Just to followup, we have found a few things that were causing this
leak, two that were particular to our setup, but the third seems to be
a Tomcat problem (4.1.20 with Jasper2):

1) log4j was eating up a lot of memory and there was a slow leak. Since
it wasn't strictly required, we've stopped using it and the largest leak stopped.

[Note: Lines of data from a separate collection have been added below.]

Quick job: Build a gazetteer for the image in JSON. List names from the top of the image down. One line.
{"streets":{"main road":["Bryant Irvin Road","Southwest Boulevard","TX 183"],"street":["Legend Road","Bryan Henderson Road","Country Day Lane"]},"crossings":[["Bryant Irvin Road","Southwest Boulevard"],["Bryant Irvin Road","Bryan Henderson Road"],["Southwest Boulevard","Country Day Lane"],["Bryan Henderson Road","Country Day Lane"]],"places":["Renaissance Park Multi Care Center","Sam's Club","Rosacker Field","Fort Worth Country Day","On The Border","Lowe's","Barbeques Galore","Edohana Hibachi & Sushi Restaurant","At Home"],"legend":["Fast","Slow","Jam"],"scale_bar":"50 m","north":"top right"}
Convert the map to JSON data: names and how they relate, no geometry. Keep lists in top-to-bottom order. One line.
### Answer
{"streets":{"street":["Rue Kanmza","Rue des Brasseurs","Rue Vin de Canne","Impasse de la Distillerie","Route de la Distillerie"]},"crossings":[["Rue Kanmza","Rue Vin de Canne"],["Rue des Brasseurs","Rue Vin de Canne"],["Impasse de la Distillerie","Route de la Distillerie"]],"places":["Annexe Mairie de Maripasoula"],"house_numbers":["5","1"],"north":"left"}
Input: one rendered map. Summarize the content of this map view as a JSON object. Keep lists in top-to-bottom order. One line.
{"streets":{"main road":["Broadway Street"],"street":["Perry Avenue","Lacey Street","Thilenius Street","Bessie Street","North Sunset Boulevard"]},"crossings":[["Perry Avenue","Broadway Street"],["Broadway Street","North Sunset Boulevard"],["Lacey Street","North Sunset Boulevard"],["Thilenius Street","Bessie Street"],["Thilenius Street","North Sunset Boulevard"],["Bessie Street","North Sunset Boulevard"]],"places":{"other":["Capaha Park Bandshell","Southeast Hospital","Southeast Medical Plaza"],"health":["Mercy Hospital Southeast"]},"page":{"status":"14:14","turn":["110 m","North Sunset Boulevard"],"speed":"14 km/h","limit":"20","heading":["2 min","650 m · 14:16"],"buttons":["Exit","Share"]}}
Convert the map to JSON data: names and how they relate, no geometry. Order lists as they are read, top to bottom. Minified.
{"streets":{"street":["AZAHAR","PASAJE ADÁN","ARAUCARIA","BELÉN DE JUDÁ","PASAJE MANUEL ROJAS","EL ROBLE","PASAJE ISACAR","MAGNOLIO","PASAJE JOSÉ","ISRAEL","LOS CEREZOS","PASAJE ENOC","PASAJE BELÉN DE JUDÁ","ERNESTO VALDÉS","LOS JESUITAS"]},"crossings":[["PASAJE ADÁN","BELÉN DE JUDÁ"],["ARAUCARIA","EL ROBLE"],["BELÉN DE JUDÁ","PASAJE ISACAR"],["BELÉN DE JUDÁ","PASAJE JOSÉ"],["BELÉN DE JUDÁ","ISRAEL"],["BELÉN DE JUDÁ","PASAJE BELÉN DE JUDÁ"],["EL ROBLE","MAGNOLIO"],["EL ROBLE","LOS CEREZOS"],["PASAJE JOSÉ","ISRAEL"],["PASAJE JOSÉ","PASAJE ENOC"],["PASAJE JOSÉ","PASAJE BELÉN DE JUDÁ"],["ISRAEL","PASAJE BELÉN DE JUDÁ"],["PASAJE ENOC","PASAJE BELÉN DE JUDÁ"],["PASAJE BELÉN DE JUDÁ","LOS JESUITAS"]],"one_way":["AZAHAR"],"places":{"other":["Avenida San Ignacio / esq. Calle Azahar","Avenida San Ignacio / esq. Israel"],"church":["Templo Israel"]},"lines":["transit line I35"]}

2) we are using jdbcpool from
http://www.bitmechanic.com/projects/jdbcpool/ (it is the only
connection pool we could find that can be instantiated
programmatically from within a context without having to define a pool
in advance via JDNI -- we give each context it's own database and
therefore it's own pool) which doesn't seem to have a clean way to
stop the pool manager thread when a context is stopped/reloaded. We've
worked around this, however the memory leak remains and is due to
context reloads / stops-starts

3) there seems to be a leak caused by reloading or stopping/starting a
context (we have an automatic httpunit test that builds a jar file
periodically and makes sure it is working in a context). We don't see
the memory leak unless one or more JSPs are compiled before the
context is reloaded or stopped/started.

Is there some particular section of the code we should be examining to
track this further?

Adi

> On Tue, 25 Feb 2003 22:08:41 -0600, Glenn Nielsen <[EMAIL PROTECTED]> said:
> Aditya wrote: Glenn, several months ago you had posted a URL to a
> document (at kinetic.more.net if I remember correctly) where you
> talked about having to restart your production Tomcat(s) every 4
> weeks or so due to Heap exhaustion. Is that still the case? If so
> what causes the heap exhaustion?
>>

> I think that part of the heap problem for me was the recent bug in
> Jasper which I fixed where a number of resources such as Node trees
> from a JSP page compile were not dereferenced between compiles.
> This was fixed in Jasper before the 4.1.20 release.

> We've looked high and low, with JProbe etc, and we still can't find
> where the "leak" is. We're having to restart a Tomcat (4.1.20) with
> -Xms and -Xmx both set to 256M every 4 days or so.
>>

> Does the increase in memory usage correlate with an increased number
> of connectors due to a spike in request volume?

> Perhaps you should try increasing the heap size.